What is being asked ▸ The word "Ravila" occurs in some lines of the listing. Copy those lines.

Data for this task ▸
:::

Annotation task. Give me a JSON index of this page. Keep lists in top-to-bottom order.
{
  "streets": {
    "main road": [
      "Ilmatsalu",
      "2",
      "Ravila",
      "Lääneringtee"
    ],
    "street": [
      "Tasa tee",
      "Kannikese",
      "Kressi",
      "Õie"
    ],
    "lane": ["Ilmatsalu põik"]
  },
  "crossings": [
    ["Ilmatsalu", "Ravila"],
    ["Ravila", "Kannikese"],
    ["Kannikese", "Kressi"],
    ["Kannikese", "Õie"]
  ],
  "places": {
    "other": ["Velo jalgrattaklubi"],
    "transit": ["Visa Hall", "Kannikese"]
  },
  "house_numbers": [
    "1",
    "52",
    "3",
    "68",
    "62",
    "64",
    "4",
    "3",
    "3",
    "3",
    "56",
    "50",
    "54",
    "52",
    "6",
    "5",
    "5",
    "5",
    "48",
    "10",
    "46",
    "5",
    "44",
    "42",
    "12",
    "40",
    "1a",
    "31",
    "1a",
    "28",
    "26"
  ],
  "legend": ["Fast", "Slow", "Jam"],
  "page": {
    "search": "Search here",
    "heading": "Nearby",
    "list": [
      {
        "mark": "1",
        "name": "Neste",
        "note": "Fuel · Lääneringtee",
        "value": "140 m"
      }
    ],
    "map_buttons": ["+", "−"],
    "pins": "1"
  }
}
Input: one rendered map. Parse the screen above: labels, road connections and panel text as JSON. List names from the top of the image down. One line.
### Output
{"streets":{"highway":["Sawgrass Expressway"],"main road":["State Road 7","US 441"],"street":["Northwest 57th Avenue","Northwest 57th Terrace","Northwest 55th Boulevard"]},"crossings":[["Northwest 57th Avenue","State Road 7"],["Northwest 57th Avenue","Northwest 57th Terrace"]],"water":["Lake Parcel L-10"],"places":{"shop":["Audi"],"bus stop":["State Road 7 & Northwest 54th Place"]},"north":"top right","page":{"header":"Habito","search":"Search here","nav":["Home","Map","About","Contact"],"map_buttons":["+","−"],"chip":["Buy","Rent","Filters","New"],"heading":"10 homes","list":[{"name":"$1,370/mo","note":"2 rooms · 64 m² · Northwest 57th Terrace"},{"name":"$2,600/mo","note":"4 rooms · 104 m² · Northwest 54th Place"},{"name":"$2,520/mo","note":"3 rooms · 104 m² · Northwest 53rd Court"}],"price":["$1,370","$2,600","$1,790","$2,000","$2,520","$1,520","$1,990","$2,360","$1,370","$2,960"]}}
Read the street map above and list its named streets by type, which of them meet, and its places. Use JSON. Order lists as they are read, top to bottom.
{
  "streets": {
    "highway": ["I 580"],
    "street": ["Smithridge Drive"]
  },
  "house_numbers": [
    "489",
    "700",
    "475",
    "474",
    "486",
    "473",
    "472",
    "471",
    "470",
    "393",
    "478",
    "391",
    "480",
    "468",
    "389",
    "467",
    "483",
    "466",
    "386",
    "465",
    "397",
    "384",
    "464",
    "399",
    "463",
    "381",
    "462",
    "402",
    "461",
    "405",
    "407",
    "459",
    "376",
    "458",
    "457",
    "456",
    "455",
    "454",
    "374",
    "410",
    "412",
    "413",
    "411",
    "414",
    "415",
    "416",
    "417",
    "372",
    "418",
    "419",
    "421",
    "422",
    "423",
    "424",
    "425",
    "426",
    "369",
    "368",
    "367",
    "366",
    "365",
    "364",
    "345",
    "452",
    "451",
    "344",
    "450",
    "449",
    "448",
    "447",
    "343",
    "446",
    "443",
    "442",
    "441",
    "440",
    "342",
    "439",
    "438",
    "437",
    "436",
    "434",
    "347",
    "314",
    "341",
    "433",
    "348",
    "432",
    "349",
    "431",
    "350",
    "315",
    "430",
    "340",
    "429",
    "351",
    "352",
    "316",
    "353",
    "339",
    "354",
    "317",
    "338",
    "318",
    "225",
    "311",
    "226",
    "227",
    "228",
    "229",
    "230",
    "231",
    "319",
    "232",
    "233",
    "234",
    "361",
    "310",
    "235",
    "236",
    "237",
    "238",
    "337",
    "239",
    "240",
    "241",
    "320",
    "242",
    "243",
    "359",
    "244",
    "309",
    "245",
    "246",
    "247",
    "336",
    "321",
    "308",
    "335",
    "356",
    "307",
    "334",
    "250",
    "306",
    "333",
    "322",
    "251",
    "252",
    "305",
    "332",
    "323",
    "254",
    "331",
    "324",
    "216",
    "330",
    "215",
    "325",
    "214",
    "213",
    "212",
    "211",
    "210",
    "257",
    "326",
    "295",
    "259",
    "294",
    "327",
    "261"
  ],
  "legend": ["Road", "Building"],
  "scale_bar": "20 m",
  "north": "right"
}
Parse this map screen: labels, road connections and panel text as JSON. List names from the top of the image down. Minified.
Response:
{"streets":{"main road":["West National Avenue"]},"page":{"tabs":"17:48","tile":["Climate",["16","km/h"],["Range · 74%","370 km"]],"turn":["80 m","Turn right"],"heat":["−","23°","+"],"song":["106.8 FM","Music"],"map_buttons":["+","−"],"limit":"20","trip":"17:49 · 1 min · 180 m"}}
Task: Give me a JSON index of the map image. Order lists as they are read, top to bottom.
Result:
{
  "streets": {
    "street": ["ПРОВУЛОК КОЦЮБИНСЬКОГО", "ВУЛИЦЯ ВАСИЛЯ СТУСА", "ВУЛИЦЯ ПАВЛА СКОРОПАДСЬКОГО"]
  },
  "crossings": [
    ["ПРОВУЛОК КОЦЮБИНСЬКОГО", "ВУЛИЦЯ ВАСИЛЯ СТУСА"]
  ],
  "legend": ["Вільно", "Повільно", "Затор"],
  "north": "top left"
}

:::

Completed exercise ▸
      "Ravila",
    ["Ilmatsalu", "Ravila"],
    ["Ravila", "Kannikese"],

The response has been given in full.